Agon S. Buchholz schrieb:
Alexander Klimke wrote:
M. Schuster hat das Problem angesprochen
inwieweit deutsche Gerichte
für Handlungen im Internet zuständig sind [...]
Deutsche Gerichte sind zuständig, unabhängig
davon, was für ein Staatsbürger die Handlung von wo auch immer aus
vornimmt (gilt so für das Strafrecht und dort in genau dieser Form
auch nur für bestimmte Deliktsformen, verschafft aber einen Eindruck
davon, dass nach deutschem Recht mehr Zuständigkeiten bestehen, als
man so zunächst vermuten würde).
Ich stecke gerade in einem Prozess (vorgeblich unwahre
Tatsachenbehauptung im Web über den Fotohändler "Photo Dose", die zu
einer Abmahnung, dann zum Mahn- und schließlich zum Streitverfahren
führte), wo im kleinen Maßstab über die Zuständigkeit der Gerichte
verhandelt wird.
Nach Auffassung der Klägerin aus Bremen ist der Gerichtsstand Bremen,
da "der Beklagte die entsprechenden inkriminierenden Behauptungen im
Internet getätigt" hat; da "das Internet auch in Bremen abzurufen ist,
ist der Gerichsstand der unerlaubten Handlung hier in Bremen gegeben".

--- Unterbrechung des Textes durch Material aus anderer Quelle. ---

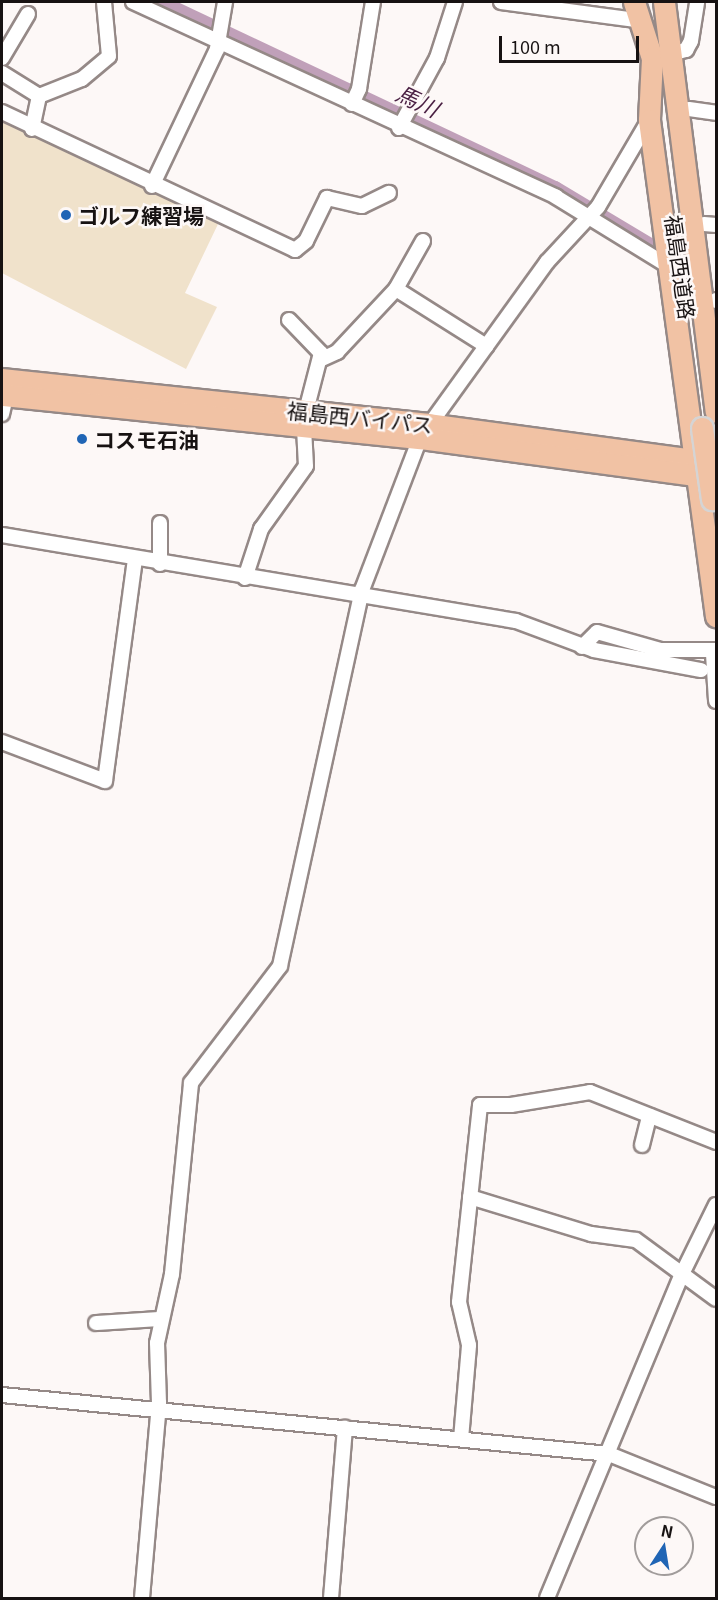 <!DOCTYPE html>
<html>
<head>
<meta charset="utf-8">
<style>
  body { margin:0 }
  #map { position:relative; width:718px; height:1600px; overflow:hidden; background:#fdf8f7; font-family:Georgia,"Noto Sans JP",serif }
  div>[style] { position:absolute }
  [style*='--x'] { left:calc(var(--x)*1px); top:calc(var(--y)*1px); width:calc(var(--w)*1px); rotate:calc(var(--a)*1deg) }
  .green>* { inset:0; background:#f0e2cb }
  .river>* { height:16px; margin:-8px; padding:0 8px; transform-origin:8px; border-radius:8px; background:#c0a0b9 }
  .roads { filter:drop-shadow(2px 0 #958987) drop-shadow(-2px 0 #958987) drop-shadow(0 2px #958987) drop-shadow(0 -2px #958987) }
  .minor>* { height:14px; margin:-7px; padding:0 7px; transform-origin:7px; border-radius:7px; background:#fff }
  .highway>* { height:21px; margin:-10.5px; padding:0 10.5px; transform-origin:10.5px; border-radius:10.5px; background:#f1c2a4 }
  .bridges { filter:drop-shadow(2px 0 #d5d4d4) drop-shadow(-2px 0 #d5d4d4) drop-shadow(0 2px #d5d4d4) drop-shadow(0 -2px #d5d4d4) }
  .highway-bridge>* { height:21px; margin:-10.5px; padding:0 10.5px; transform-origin:10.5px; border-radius:10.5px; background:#f1c2a4 }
  .dots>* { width:16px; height:16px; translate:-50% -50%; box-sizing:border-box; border:3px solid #fdf8f7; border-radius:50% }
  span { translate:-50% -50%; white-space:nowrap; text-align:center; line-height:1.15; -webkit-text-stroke:5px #fdf8f7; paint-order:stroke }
  .poi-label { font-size:21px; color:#171212; font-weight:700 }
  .left { translate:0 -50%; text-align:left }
  .street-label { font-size:21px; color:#171212 }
  .water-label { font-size:22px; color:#491f42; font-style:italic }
  .frame { position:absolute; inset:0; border:3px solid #171212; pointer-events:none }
  .north { position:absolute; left:634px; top:1516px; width:60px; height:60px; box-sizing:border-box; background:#fdf8f7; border:2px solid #a19c9b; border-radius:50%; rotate:12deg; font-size:16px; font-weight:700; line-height:24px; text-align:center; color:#171212 }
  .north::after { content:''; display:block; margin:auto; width:21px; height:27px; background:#2065b5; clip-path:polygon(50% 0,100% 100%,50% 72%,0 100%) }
  .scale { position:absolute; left:499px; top:36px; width:140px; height:27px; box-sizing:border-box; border:3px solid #171212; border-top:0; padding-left:8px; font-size:18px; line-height:21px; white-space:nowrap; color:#171212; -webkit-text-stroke:4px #fdf8f7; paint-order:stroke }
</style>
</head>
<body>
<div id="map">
  <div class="green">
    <i style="clip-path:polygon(2px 119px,219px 222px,185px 293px,217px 307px,186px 369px,2px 273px)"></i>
  </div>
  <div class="river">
    <i style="--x:159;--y:2;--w:438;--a:25.3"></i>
    <i style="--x:555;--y:189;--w:114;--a:31"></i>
  </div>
  <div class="roads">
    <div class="minor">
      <i style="--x:133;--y:2;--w:466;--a:24.7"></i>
      <i style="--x:556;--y:197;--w:134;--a:31.6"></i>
      <i style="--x:501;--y:2;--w:136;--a:7.6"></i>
      <i style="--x:671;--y:54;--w:16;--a:-15"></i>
      <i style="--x:686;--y:50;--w:10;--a:-61"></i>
      <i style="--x:691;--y:41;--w:39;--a:-81"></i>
      <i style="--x:2;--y:58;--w:51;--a:-59.4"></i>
      <i style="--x:2;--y:73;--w:44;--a:31.9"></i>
      <i style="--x:39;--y:96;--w:46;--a:-21.6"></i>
      <i style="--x:82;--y:79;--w:35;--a:-40"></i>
      <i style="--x:109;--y:56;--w:54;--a:-95.3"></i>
      <i style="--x:352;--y:104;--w:17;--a:-65"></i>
      <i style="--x:359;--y:89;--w:88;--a:-80.9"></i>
      <i style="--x:689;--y:109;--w:27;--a:8"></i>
      <i style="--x:2;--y:112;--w:324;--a:25.2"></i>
      <i style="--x:295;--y:250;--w:14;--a:-39"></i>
      <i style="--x:306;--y:241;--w:48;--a:-64"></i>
      <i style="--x:327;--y:198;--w:36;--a:13"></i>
      <i style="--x:362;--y:206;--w:30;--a:-26"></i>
      <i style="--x:399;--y:128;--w:80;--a:-61.5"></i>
      <i style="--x:437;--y:58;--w:59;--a:-72.2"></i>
      <i style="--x:32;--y:129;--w:34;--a:-78"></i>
      <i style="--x:152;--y:186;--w:152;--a:-64.6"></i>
      <i style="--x:217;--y:49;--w:48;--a:-80.3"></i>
      <i style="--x:704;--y:224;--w:12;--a:5"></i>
      <i style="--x:423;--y:241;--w:55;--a:119.4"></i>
      <i style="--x:396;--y:289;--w:107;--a:32.3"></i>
      <i style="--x:716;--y:300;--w:1;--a:90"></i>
      <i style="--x:289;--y:320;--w:46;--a:45.9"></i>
      <i style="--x:321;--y:353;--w:60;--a:104.5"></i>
      <i style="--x:322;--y:359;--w:17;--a:-25"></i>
      <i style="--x:337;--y:352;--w:86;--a:-46.9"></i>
      <i style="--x:2;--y:414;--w:18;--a:-77"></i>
      <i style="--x:160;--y:523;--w:41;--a:90"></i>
      <i style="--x:2;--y:535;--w:521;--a:9.5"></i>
      <i style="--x:516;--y:621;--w:83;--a:20.4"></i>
      <i style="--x:594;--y:650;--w:109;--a:10.6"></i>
      <i style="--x:245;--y:578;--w:52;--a:-71.9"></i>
      <i style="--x:261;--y:529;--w:77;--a:-54.5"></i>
      <i style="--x:306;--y:466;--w:39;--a:-93"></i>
      <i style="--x:582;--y:647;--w:21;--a:-45"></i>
      <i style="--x:597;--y:632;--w:66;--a:15.9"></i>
      <i style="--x:660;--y:650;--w:56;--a:0"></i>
      <i style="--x:713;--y:654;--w:47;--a:86.3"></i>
      <i style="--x:2;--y:742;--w:110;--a:20.7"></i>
      <i style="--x:105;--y:781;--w:223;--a:-82.3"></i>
      <i style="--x:642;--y:1145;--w:30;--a:-76"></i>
      <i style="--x:470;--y:1197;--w:127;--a:17"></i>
      <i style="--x:591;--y:1234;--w:45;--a:7.6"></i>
      <i style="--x:636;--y:1240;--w:99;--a:36.4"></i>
      <i style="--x:96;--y:1323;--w:64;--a:-3.6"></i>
      <i style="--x:2;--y:1395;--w:610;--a:5.55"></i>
      <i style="--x:609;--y:1454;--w:115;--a:21.9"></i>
      <i style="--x:461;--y:1439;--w:94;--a:-85.1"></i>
      <i style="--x:469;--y:1345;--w:44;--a:-103.1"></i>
      <i style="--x:459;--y:1302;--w:198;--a:-83.9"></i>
      <i style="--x:480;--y:1105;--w:31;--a:0"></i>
      <i style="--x:511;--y:1105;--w:80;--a:-9.3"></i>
      <i style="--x:590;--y:1092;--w:136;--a:21.6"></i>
      <i style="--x:142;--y:1598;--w:196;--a:-85"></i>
      <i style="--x:159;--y:1403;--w:60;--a:-91.9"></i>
      <i style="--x:157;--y:1343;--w:71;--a:-77.7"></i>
      <i style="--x:172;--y:1274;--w:192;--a:-84.3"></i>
      <i style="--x:191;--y:1083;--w:147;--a:-52.7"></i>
      <i style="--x:280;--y:966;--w:385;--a:-77.7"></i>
      <i style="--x:362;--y:590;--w:163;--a:-69.1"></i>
      <i style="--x:420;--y:438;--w:217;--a:-54.2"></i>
      <i style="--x:547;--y:262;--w:75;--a:-47.2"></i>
      <i style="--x:598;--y:207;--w:101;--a:-59.6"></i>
      <i style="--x:331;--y:1598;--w:171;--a:-85.3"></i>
      <i style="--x:547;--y:1598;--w:351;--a:-67.4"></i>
      <i style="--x:682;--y:1274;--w:77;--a:-63.8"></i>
    </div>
    <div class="highway">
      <i style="--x:634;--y:2;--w:59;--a:72.2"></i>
      <i style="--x:652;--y:58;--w:62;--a:92.8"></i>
      <i style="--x:649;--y:120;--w:501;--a:82.31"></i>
      <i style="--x:664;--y:2;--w:413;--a:82.8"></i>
      <i style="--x:2;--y:379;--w:428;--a:6"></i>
      <i style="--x:428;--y:424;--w:291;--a:7.7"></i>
      <i style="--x:2;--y:395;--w:420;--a:5.9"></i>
      <i style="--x:420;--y:438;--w:299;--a:7.7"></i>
    </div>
  </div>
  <div class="bridges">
    <div class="highway-bridge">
      <i style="--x:702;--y:428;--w:72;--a:82"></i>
    </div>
  </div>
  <div class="dots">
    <i style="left:66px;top:215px;background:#2065b5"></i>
    <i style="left:82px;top:439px;background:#2065b5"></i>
  </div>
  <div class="poi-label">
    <span class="left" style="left:78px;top:215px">ゴルフ練習場</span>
    <span class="left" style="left:94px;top:439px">コスモ石油</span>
  </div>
  <div class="street-label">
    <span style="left:681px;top:267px;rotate:82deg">福島西道路</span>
    <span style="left:360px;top:417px;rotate:6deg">福島西バイパス</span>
  </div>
  <div class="water-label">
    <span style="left:418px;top:100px;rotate:25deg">馬川</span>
  </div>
  <div class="frame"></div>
  <div class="north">N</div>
  <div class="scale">100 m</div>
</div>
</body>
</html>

Wir widersprechen dieser Auffassung natürlich (ich wohne in Berlin);
unabhängig vom konkreten Sachverhalt und eventuell greifenden
Dispensregelungen halte ich das zumindest für eine eklatante
Verdrehung der Regelungen der §§ 5 MDStV und 4 TDG.
Sehe ich genauso.
Würde sich die Klägerin mit dieser Auffassung durchsetzen und wäre
eine Übertragung des Sachverhalts auf die Wikipedia juristisch
vertretbar (was ich nicht beurteilen kann), könnte man gegen den
Inhalt jeder beliebigen Seite der Wikipedia in jedem beliebigen Land
der Welt zivilrechtliche Klage führen, in dem das Internet "abgerufen"
werden kann. Der Sitz der Foundation in Florida als Betreiber wäre
somit vollkommen obsolet, wenn ich die Konsequenzen richtig verstehe.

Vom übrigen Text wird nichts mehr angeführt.